0

Chinese checkers rules

Chinese checkers (alternate spelling Chinese chequers) is a strategy board game which can be played by two, three, four, or six people, playing individually or with partners. The game is a modern and simplified variation of the game Halma.
The objective is to be first to race one's pieces across the hexagram-shaped gameboard into "home"—the corner of the star opposite one's starting corner—using single-step moves or moves which jump over other pieces. The others continue playing to establish 2nd, 3rd, 4th, 5th, and last place finishers. Like other skill-based games, Chinese checkers involves strategy.
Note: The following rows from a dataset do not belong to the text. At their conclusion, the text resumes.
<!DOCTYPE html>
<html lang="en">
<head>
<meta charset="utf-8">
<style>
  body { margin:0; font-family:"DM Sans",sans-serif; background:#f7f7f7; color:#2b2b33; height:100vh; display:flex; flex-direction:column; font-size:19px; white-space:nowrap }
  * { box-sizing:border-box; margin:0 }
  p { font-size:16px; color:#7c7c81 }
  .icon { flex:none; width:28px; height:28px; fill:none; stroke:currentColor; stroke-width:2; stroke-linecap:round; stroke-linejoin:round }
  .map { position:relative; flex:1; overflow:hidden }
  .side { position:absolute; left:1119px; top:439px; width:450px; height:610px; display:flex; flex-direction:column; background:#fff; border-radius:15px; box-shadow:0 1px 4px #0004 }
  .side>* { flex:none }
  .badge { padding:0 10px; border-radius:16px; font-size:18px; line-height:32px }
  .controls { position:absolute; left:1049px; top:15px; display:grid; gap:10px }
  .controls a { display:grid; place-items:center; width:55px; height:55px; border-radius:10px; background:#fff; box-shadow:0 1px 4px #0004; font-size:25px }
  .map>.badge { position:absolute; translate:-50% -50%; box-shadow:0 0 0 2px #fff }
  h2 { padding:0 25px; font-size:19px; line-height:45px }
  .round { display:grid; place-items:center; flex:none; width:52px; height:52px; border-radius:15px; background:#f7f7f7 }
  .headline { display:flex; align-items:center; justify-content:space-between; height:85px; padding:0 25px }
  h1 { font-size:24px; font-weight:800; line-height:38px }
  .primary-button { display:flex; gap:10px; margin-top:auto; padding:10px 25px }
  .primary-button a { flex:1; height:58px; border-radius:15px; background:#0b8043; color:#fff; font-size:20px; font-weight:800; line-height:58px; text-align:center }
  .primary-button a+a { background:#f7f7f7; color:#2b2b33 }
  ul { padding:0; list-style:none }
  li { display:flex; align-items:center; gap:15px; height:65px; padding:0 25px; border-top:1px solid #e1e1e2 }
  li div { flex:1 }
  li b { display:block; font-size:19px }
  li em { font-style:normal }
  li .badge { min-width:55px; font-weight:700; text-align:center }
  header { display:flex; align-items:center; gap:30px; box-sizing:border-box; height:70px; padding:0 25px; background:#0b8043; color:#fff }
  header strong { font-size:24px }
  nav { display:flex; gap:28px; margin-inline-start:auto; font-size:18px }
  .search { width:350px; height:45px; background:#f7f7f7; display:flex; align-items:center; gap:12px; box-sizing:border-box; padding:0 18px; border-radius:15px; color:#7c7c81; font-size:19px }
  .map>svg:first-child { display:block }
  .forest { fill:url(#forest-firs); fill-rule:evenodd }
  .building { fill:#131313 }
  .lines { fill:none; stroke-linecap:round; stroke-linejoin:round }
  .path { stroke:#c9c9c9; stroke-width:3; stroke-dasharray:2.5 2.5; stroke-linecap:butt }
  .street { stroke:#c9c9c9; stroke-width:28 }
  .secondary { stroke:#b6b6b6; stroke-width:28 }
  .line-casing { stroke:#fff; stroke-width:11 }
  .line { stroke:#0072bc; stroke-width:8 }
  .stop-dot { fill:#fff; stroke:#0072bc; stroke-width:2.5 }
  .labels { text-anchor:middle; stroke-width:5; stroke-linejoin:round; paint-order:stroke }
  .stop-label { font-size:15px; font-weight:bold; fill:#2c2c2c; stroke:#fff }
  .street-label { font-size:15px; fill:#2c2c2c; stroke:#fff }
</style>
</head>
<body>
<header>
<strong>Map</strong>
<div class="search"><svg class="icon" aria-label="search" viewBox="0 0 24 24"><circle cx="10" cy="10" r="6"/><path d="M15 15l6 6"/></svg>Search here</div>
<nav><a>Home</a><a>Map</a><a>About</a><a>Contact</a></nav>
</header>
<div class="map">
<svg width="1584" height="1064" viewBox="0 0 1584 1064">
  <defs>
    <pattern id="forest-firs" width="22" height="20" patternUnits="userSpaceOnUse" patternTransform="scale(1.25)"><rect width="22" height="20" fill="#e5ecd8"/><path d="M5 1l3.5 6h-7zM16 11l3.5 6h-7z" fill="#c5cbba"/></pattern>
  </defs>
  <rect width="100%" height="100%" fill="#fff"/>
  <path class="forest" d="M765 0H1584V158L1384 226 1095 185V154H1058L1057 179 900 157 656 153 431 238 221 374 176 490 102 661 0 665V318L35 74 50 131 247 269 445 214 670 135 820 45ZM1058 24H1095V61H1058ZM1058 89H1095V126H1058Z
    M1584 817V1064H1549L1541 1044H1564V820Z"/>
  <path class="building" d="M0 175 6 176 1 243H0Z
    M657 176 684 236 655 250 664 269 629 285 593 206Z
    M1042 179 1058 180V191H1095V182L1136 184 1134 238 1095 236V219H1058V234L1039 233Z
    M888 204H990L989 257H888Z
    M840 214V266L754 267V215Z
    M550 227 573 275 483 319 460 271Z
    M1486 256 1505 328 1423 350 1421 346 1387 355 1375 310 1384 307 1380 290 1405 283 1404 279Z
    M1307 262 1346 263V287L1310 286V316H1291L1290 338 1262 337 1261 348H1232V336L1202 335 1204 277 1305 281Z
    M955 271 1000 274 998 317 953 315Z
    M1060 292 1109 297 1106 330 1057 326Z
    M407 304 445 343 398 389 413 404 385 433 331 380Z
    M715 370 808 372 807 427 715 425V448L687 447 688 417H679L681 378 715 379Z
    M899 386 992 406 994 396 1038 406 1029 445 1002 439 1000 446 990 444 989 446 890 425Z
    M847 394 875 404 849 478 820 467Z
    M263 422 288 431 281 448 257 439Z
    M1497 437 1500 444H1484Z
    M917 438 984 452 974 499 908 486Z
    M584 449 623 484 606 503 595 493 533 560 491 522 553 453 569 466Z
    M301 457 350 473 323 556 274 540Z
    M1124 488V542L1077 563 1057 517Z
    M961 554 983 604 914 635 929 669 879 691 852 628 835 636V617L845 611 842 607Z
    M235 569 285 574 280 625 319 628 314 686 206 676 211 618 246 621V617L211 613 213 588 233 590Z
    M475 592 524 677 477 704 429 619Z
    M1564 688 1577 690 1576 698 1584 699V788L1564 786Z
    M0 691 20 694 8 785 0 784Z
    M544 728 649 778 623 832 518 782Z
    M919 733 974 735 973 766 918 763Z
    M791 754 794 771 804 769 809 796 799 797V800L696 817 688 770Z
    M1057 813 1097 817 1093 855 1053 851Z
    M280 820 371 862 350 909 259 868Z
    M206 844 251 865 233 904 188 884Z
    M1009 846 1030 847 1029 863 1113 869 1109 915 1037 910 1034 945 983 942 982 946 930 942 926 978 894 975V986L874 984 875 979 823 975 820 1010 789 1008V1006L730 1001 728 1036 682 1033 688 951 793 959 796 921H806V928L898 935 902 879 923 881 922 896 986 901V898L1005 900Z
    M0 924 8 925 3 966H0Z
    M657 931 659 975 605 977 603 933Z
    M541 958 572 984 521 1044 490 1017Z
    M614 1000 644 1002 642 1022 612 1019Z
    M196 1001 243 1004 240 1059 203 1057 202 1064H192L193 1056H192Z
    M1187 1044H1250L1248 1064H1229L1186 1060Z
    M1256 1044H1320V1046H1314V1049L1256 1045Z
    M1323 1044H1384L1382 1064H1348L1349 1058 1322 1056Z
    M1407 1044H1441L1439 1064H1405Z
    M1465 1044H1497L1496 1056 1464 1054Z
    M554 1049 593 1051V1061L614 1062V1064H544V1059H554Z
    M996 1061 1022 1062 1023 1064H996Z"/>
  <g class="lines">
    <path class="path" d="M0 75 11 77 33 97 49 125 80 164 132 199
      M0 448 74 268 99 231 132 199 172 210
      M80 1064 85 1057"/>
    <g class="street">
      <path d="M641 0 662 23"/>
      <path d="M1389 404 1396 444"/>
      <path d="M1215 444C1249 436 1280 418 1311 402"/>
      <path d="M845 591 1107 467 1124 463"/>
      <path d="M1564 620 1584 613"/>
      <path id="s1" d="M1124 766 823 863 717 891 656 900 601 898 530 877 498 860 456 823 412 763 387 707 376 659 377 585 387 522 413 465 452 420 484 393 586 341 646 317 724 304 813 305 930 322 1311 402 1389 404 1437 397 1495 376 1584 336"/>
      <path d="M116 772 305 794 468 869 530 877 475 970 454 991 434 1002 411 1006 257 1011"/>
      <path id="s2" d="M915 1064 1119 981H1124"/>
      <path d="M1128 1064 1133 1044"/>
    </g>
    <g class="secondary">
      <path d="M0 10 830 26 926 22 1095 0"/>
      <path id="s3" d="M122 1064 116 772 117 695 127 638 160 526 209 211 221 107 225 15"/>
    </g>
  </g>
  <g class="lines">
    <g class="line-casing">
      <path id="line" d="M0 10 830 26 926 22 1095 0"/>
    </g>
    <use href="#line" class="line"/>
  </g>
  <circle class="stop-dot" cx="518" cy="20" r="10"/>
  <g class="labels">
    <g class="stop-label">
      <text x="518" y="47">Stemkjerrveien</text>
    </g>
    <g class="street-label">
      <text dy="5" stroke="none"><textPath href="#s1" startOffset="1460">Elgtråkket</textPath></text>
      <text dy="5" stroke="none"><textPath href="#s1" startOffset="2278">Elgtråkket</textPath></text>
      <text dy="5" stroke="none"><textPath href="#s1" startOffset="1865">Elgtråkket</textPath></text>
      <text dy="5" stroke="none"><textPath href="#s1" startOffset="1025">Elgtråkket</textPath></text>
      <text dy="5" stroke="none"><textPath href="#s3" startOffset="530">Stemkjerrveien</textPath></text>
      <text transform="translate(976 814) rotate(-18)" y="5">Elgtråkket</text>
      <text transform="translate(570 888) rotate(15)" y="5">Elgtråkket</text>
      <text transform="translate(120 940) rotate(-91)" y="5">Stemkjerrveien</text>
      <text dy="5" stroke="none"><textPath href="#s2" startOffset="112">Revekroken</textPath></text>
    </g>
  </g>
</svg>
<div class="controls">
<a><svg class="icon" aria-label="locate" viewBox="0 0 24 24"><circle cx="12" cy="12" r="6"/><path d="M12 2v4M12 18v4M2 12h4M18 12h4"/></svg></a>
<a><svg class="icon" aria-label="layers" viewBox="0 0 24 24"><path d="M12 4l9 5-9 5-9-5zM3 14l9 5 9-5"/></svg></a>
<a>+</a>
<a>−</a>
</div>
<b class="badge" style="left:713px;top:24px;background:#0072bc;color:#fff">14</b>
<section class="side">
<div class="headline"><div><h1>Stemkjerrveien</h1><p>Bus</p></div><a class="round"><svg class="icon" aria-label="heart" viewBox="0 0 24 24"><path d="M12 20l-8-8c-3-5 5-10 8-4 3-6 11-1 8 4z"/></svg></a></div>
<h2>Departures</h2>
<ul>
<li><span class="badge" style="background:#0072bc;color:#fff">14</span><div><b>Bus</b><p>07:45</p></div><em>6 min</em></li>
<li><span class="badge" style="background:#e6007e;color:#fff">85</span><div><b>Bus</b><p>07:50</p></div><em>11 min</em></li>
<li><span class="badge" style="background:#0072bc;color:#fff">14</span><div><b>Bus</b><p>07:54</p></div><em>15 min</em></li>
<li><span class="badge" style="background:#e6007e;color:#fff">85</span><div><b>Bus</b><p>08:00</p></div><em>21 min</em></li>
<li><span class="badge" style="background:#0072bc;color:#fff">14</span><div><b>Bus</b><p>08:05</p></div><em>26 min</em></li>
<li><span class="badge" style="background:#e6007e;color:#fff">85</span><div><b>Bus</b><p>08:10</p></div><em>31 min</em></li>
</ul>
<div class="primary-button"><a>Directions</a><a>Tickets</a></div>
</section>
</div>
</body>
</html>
The rules are simple, so even young children can play.

Gameplay

The aim is to race all one's pieces into the star corner on the opposite side of the board before opponents do the same. The destination corner is called home. Each player has 10 pieces, except in games between two players when 15 are sometimes used. (On bigger star boards, 15 or 21 pieces are used.)
In "hop across", the most popular variation, each player starts with their colored pieces on one of the six points or corners of the star and attempts to race them all home into the opposite corner. Players take turns moving a single piece, either by moving one step in any direction to an adjacent empty space, or by jumping in one or any number of available consecutive hops over other single pieces. A player may not combine hopping with a single-step move – a move consists of one or the other. There is no capturing in Chinese checkers, so hopped pieces remain active and in play. Turns proceed clockwise around the board.
In the diagram, Green might move the topmost piece one space diagonally forward as shown. A hop consists of jumping over a single adjacent piece, either one's own or an opponent's, to the empty space directly beyond it in the same line of direction. Red might advance the indicated piece by a chain of three hops in a single move. It is not mandatory to make the most number of hops possible. (In some instances a player may choose to stop the jumping sequence part way in order to impede the opponent's progress, or to align pieces for planned future moves.)

Strategy

A basic strategy is to create or find the longest hopping path that leads closest to home, or immediately into it. (Multiple-jump moves are obviously faster to advance pieces than step-by-step moves.) Since either player can make use of any hopping 'ladder' or 'chain' created, a more advanced strategy involves hindering an opposing player in addition to helping oneself make jumps across the board. Of equal importance are the players' strategies for emptying and filling their starting and home corners. Games between top players are rarely decided by more than a couple of moves.
Differing numbers of players result in different starting layouts, in turn imposing different best-game strategies. For example, if a player's home destination corner starts empty (i.e. is not an opponent's starting corner), the player can freely build a 'ladder' or 'bridge' with their pieces between the two opposite ends. But if a player's opponent occupies the home corner, the player may need to wait for opponent pieces to clear before filling the home vacancies.

Starting layouts

Six players
Can be played "all versus all", or three teams of two. When playing teams, teammates usually sit at opposite corners of the star, with each team member controlling their own colored set of pieces. The first team to advance both sets to their home destination corners is the winner. The remaining players usually continue play to determine second and third place finishers, etc.
Four players
The four-player game is the same as the game for six players, except that two opposite corners will be unused.
Three players
In a three-player game, all players control either one or two sets of pieces each. If one set is used, pieces race across the board into empty, opposite corners. If two sets are used, each player controls two differently colored sets of pieces at opposite corners of the star.
Two players
In a two-player game, each player plays one, two, or three sets of pieces. If one set is played, the pieces usually go into the opponent's starting corner, and the number of pieces per side is often increased to 15 (instead of the usual 10). If two sets are played, the pieces can either go into the opponent's starting corners, or one of the players' two sets can go into an opposite empty corner. If three sets are played, the pieces usually go into the opponent's starting corners.